- [EXERCISE DETAILS] Report back each line of the data that contains the word "image".

- [Dataset entries]
● ● ● ●

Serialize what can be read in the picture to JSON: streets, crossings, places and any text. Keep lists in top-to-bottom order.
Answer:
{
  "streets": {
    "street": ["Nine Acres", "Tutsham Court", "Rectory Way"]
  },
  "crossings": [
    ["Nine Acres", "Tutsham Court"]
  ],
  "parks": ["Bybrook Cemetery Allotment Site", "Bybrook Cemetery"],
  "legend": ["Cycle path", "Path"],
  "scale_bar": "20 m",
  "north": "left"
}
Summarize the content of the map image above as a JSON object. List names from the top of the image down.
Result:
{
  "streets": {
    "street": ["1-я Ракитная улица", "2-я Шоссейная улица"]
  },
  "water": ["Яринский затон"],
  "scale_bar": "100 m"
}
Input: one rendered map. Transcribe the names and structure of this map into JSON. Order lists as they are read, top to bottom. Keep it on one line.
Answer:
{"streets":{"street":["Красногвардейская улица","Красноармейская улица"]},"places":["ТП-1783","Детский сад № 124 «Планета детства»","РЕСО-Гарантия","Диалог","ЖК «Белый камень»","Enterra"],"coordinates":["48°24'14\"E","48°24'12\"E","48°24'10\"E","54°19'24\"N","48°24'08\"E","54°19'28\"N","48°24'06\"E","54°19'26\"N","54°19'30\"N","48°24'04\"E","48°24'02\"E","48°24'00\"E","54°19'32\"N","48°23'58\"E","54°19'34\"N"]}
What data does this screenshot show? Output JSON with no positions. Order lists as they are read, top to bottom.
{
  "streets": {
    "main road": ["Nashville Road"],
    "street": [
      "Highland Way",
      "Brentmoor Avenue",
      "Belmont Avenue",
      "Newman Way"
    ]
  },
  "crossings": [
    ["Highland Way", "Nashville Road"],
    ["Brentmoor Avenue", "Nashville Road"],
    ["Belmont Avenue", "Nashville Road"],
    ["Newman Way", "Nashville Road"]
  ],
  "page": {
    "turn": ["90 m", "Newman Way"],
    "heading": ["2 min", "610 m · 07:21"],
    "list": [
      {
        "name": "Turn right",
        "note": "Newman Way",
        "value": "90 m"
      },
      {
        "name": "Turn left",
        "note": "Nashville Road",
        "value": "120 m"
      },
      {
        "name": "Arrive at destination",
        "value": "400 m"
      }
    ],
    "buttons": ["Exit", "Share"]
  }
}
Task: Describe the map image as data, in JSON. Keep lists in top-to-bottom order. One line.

● ● ● ●

- [EXERCISE RESULT]
Summarize the content of the map image above as a JSON object. List names from the top of the image down.
Task: Describe the map image as data, in JSON. Keep lists in top-to-bottom order. One line.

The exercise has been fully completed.